YOUR GOAL:
When the line containing "List all labels, symbols and controls in the street" appears in the entries below, begin printing there and stop after the line containing "List all text"; print each of those lines exactly and no other line.

RECORDS:
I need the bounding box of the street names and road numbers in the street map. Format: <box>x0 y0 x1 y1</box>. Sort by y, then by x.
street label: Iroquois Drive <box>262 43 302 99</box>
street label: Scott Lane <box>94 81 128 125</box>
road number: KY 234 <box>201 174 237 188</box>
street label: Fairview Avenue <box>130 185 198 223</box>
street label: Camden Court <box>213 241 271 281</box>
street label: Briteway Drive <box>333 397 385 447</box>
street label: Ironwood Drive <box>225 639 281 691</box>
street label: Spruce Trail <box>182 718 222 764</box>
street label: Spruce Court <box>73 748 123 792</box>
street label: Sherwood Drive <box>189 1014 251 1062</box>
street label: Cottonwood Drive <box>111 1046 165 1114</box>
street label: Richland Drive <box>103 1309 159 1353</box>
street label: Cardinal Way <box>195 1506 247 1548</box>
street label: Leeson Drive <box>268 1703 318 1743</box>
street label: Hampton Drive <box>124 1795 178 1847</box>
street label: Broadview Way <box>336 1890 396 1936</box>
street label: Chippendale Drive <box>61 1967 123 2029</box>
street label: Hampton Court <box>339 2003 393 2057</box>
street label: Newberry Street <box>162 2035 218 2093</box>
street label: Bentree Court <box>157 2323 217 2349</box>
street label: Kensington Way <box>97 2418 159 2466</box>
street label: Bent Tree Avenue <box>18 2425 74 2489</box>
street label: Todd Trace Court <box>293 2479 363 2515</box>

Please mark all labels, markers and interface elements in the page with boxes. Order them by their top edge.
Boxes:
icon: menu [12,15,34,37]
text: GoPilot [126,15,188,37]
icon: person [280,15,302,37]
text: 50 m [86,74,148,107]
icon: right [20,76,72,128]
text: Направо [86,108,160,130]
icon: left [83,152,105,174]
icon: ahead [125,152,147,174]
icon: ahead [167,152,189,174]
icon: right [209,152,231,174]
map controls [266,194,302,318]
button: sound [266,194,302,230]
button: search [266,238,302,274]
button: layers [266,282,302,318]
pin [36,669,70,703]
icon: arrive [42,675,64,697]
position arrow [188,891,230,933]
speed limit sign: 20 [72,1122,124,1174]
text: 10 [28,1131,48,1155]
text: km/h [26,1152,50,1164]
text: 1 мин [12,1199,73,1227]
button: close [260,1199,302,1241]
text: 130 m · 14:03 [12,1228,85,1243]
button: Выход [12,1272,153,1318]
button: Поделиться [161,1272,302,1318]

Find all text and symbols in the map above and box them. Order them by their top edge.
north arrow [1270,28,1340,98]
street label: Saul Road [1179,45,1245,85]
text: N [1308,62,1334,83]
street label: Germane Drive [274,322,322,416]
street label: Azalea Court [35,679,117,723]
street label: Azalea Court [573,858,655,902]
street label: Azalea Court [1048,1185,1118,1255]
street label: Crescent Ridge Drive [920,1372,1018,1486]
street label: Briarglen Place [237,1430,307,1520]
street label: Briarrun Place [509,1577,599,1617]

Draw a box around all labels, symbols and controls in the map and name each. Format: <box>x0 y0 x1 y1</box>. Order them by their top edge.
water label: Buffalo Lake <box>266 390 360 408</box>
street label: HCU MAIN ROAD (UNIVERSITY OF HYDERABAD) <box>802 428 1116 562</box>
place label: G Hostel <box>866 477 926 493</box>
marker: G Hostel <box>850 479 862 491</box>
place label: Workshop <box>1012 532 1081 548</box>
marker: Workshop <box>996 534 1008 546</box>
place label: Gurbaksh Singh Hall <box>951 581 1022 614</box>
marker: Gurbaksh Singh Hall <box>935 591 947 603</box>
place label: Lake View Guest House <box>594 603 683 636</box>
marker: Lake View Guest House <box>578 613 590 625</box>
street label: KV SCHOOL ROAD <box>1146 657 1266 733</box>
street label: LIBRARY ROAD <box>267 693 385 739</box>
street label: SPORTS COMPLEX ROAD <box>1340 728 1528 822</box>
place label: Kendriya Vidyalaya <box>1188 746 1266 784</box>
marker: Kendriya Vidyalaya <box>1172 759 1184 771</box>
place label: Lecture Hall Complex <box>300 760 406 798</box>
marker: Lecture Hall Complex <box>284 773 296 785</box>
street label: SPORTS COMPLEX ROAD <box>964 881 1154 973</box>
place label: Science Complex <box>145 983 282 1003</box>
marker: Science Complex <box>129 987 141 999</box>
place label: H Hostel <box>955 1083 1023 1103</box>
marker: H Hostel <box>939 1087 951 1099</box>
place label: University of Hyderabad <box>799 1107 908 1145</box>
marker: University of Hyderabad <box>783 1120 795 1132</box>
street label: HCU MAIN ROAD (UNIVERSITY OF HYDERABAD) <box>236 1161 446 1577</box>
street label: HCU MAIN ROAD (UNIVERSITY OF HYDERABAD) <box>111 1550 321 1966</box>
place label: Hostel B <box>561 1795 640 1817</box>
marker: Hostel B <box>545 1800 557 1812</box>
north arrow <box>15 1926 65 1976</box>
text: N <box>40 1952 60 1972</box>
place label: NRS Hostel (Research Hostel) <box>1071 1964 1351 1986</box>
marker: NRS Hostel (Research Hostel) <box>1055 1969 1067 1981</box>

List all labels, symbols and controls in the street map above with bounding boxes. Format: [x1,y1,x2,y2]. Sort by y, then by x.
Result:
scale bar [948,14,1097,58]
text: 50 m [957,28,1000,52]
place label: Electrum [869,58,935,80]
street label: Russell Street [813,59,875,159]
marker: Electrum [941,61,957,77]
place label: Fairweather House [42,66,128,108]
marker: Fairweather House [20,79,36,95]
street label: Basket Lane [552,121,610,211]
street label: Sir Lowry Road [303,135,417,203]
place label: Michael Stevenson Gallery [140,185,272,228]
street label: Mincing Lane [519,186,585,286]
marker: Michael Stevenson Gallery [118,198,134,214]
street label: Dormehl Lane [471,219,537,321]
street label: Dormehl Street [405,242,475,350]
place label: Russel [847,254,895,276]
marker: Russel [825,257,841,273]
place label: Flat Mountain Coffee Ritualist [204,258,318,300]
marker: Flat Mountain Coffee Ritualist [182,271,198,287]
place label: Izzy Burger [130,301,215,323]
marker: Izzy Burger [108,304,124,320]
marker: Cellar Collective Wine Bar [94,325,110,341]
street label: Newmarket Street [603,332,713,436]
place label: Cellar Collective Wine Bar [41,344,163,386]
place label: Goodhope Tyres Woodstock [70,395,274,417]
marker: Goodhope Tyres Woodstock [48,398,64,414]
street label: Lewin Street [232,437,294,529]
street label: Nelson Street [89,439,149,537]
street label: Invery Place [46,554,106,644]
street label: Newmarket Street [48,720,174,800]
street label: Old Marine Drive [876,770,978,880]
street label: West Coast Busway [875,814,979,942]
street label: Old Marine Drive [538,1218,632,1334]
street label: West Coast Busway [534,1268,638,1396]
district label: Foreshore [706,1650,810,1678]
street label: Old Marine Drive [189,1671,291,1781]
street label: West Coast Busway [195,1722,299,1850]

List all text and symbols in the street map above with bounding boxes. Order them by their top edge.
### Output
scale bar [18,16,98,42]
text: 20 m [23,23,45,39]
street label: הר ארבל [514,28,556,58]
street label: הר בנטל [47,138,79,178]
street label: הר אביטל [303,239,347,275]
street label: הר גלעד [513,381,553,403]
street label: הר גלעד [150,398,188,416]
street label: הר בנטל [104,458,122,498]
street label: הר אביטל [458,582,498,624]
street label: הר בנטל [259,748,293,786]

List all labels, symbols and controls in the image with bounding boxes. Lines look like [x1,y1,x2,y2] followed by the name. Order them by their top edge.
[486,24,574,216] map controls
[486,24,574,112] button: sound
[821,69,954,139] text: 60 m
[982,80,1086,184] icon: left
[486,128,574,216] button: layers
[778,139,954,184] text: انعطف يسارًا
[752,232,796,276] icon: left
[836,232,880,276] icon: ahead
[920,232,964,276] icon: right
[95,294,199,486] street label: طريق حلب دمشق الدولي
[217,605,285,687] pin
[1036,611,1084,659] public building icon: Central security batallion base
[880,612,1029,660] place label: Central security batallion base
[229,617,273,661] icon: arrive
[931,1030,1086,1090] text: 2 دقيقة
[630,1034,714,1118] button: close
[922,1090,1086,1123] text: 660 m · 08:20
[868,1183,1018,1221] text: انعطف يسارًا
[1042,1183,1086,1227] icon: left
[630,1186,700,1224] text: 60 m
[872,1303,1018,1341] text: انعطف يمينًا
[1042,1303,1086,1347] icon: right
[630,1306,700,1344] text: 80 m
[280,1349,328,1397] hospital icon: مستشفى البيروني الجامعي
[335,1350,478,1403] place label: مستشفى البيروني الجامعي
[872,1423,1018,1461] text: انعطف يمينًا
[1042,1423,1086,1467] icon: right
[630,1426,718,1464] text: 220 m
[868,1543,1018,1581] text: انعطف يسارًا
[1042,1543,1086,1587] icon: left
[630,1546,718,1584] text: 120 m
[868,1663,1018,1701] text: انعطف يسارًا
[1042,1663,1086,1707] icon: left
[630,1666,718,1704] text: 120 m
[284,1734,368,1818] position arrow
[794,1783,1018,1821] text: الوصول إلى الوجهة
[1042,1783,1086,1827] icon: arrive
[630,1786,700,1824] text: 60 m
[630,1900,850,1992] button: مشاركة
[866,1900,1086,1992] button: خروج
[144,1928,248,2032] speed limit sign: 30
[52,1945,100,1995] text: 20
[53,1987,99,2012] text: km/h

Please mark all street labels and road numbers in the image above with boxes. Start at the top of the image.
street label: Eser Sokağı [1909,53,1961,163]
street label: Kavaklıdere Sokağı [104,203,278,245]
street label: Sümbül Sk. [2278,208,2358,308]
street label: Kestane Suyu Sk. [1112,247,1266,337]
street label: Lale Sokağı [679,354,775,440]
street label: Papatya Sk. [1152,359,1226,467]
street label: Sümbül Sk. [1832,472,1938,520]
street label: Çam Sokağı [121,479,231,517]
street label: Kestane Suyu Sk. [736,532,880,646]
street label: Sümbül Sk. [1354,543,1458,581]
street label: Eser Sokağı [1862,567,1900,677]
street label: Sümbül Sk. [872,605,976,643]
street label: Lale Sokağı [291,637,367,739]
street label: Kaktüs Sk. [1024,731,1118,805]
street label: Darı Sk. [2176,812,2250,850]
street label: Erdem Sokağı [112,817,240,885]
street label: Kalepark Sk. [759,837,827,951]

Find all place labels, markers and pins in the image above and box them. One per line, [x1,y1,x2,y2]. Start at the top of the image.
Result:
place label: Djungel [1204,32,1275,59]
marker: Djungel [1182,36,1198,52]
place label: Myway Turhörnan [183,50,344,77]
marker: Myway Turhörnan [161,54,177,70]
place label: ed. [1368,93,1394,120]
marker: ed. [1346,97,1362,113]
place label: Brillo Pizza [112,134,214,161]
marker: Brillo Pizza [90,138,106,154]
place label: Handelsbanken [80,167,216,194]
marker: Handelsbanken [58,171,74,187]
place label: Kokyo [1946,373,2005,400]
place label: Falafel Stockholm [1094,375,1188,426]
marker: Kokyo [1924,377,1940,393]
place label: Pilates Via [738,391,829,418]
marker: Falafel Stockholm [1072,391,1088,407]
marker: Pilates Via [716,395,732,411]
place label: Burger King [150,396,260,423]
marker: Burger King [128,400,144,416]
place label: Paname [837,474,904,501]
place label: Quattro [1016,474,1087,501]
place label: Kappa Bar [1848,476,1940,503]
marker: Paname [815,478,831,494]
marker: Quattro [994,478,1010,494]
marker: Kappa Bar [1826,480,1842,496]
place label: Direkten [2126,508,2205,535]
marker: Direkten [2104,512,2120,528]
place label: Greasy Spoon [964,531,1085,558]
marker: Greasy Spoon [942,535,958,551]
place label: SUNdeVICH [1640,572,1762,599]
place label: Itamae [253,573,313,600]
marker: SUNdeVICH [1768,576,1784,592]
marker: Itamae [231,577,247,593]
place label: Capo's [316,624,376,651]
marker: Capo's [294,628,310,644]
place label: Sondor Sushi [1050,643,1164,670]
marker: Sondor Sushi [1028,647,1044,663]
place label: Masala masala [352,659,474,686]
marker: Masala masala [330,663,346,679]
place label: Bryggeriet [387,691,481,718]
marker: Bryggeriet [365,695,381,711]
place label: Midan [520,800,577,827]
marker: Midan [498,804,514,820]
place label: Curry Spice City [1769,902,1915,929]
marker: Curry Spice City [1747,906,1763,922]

SOLUTION TO THIS TASK:
List all labels, symbols and controls in the street map above with bounding boxes. Format: [x1,y1,x2,y2]. Sort by y, then by x.
Result:
scale bar [948,14,1097,58]
text: 50 m [957,28,1000,52]
place label: Electrum [869,58,935,80]
street label: Russell Street [813,59,875,159]
marker: Electrum [941,61,957,77]
place label: Fairweather House [42,66,128,108]
marker: Fairweather House [20,79,36,95]
street label: Basket Lane [552,121,610,211]
street label: Sir Lowry Road [303,135,417,203]
place label: Michael Stevenson Gallery [140,185,272,228]
street label: Mincing Lane [519,186,585,286]
marker: Michael Stevenson Gallery [118,198,134,214]
street label: Dormehl Lane [471,219,537,321]
street label: Dormehl Street [405,242,475,350]
place label: Russel [847,254,895,276]
marker: Russel [825,257,841,273]
place label: Flat Mountain Coffee Ritualist [204,258,318,300]
marker: Flat Mountain Coffee Ritualist [182,271,198,287]
place label: Izzy Burger [130,301,215,323]
marker: Izzy Burger [108,304,124,320]
marker: Cellar Collective Wine Bar [94,325,110,341]
street label: Newmarket Street [603,332,713,436]
place label: Cellar Collective Wine Bar [41,344,163,386]
place label: Goodhope Tyres Woodstock [70,395,274,417]
marker: Goodhope Tyres Woodstock [48,398,64,414]
street label: Lewin Street [232,437,294,529]
street label: Nelson Street [89,439,149,537]
street label: Invery Place [46,554,106,644]
street label: Newmarket Street [48,720,174,800]
street label: Old Marine Drive [876,770,978,880]
street label: West Coast Busway [875,814,979,942]
street label: Old Marine Drive [538,1218,632,1334]
street label: West Coast Busway [534,1268,638,1396]
district label: Foreshore [706,1650,810,1678]
street label: Old Marine Drive [189,1671,291,1781]
street label: West Coast Busway [195,1722,299,1850]

List all text and symbols in the street map above with bounding boxes. Order them by their top edge.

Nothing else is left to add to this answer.